I recently took a Westport Writers' Workshop seminar titled "Silencing the Inner Critic." That experience, along with seeing Joyce Carol Oates at a lecture the other night, propelled me to pick up my novel again. I'm back to being carried along by the creative process. (Knock on wood.)
The format of the first part of the class was deceptively simple. Jessica, the teacher, had us brainstorm a long list of things that were blocking us from writing. Then, one by one, she deftly swept away each of our lingering fears and arguments. ("Not good enough, you say? First drafts aren't supposed to be good enough. You're not supposed to be good enough when you begin. Writing is a craft; there are skills to learn.")
Regarding the creative process, Michael Cunningham, author of The Hours, says, "I've come to believe that the inspiration is always there, like an electrical current, and what varies is our access to it. And I've found that the best way to cope with that is with diligence, with a kind of daily determination."
Not exactly so, says Elizabeth Gilbert, author of Eat, Pray, Love. "As for discipline--it's important but sort of over-rated. The more important virtue for a writer, I believe, is self-forgiveness."
From my experience, both of these authors are right.

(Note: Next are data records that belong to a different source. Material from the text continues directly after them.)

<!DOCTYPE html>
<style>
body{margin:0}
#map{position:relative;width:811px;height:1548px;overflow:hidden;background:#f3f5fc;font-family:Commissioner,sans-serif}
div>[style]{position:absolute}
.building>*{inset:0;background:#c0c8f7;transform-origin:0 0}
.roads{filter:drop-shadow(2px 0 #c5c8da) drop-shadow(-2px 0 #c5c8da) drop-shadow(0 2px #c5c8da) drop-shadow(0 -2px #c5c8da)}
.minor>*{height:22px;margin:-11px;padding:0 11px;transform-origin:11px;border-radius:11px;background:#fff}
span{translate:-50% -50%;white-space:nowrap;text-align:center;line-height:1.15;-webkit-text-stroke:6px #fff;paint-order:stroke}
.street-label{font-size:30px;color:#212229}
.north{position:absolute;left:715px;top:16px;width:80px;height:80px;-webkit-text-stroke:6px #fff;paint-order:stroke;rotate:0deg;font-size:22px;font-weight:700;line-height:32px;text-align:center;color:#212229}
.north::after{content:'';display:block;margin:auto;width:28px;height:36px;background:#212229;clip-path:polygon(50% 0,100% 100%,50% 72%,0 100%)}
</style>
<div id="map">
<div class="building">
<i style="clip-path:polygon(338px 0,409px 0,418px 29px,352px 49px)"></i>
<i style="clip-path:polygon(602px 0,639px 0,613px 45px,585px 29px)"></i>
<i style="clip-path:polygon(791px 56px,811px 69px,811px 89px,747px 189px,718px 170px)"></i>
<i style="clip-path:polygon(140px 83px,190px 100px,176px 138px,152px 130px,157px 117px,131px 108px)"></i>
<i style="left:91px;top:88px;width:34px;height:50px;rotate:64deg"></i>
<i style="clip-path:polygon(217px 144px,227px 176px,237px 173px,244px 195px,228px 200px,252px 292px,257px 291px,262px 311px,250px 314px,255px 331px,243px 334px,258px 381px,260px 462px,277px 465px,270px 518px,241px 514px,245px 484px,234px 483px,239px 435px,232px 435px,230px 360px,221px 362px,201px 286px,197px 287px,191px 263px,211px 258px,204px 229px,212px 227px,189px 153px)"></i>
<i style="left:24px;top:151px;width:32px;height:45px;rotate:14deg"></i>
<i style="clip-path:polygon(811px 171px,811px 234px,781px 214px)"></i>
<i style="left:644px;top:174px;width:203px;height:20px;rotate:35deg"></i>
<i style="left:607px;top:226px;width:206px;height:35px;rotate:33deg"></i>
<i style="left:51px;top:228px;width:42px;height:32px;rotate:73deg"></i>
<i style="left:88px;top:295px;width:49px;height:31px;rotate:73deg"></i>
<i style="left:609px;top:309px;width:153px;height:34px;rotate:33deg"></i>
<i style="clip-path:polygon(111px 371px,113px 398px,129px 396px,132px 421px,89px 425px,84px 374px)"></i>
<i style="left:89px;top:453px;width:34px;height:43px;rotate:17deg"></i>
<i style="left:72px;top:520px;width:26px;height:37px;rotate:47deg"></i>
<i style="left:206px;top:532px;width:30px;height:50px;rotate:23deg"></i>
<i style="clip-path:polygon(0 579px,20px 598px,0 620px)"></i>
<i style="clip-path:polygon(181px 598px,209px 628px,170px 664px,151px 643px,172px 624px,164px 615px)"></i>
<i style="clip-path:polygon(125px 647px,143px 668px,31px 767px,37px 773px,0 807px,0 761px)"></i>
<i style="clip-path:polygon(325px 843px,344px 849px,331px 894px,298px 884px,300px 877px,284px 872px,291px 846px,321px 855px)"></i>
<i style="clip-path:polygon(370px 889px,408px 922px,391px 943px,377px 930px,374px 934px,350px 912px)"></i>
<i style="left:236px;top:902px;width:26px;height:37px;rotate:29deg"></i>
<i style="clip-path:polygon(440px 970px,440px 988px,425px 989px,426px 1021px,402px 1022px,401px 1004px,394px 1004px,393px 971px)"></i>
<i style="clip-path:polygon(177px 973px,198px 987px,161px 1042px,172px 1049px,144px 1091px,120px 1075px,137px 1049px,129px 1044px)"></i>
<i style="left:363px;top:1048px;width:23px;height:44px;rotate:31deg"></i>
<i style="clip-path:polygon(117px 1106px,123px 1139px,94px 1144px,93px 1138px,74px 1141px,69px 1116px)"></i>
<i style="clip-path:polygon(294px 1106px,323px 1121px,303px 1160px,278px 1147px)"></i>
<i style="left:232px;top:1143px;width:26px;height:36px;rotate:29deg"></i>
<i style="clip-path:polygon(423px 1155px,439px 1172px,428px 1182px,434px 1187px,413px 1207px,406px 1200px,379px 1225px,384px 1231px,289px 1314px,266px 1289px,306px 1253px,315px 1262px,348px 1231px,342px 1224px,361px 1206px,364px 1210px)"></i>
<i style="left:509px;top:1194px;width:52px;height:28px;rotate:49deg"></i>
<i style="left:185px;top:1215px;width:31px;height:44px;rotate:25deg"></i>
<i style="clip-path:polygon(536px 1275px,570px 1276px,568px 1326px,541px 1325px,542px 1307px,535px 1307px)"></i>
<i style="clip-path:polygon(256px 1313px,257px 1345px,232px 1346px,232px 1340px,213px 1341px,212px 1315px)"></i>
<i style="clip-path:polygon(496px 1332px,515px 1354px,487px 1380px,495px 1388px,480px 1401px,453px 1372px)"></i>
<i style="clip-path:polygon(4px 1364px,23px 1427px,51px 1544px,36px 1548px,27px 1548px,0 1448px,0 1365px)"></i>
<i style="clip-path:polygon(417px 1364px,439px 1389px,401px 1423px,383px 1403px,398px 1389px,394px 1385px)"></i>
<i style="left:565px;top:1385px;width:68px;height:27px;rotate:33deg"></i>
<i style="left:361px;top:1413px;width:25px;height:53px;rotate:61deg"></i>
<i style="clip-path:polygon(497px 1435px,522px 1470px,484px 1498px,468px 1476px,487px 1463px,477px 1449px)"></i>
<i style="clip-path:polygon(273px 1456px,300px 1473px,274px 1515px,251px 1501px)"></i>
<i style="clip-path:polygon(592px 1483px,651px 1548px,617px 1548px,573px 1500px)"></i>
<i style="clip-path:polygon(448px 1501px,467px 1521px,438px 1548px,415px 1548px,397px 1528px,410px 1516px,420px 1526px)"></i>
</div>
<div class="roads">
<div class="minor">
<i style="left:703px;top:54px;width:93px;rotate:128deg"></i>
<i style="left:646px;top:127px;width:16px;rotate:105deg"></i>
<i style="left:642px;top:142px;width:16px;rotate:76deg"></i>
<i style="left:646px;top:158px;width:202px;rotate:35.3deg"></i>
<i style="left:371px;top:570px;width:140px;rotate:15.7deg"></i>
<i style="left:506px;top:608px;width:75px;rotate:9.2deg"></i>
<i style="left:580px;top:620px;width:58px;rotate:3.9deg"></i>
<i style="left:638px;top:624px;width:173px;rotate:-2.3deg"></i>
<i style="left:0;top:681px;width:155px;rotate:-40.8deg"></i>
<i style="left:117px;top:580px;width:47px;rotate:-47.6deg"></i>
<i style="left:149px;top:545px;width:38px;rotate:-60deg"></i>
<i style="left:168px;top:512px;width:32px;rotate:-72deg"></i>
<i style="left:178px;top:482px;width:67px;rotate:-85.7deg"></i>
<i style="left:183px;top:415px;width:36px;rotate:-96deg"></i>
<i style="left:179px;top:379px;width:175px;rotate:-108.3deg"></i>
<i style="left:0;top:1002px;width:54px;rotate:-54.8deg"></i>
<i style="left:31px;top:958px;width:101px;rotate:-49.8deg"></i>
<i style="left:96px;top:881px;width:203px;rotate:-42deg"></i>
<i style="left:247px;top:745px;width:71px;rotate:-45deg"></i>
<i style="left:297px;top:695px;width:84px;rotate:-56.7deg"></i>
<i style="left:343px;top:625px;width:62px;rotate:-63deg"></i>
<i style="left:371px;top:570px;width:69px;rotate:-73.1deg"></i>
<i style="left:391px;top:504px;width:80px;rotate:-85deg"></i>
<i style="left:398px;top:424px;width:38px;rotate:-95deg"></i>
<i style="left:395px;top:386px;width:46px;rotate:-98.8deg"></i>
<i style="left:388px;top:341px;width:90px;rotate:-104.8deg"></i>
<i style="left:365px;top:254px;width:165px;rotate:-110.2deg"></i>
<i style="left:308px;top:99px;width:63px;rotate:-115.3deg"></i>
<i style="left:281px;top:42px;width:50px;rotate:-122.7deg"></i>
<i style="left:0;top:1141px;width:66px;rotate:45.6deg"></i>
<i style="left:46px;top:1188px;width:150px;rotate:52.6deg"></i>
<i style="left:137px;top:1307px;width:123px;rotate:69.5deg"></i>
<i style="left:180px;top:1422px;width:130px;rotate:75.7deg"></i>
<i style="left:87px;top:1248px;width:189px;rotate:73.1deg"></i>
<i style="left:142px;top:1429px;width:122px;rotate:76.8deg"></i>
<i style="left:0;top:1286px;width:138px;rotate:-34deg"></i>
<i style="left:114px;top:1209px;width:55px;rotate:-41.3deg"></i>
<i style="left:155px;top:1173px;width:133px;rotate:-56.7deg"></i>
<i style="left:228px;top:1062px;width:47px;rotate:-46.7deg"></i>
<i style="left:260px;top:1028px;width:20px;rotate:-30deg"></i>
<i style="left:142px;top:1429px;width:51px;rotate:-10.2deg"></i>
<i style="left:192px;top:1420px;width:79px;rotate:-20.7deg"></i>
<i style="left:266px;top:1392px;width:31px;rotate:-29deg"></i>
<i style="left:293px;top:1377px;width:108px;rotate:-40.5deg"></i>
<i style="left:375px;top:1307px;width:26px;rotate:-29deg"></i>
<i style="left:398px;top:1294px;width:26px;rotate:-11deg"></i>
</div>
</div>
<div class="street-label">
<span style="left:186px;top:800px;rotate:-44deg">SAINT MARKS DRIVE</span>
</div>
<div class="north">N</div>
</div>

Those are my issues, but perhaps not yours. So this week, if you're blocked in any way, do Jessica's exercise on your own. Make a list of all the demons that are coming between you and your most treasured goal. Then writing in a journal, or even just on a piece of paper, pretend that you're your biggest champion--the person who most believes in you and wants you to succeed. From that person's perspective, knock down each one of your roadblocks.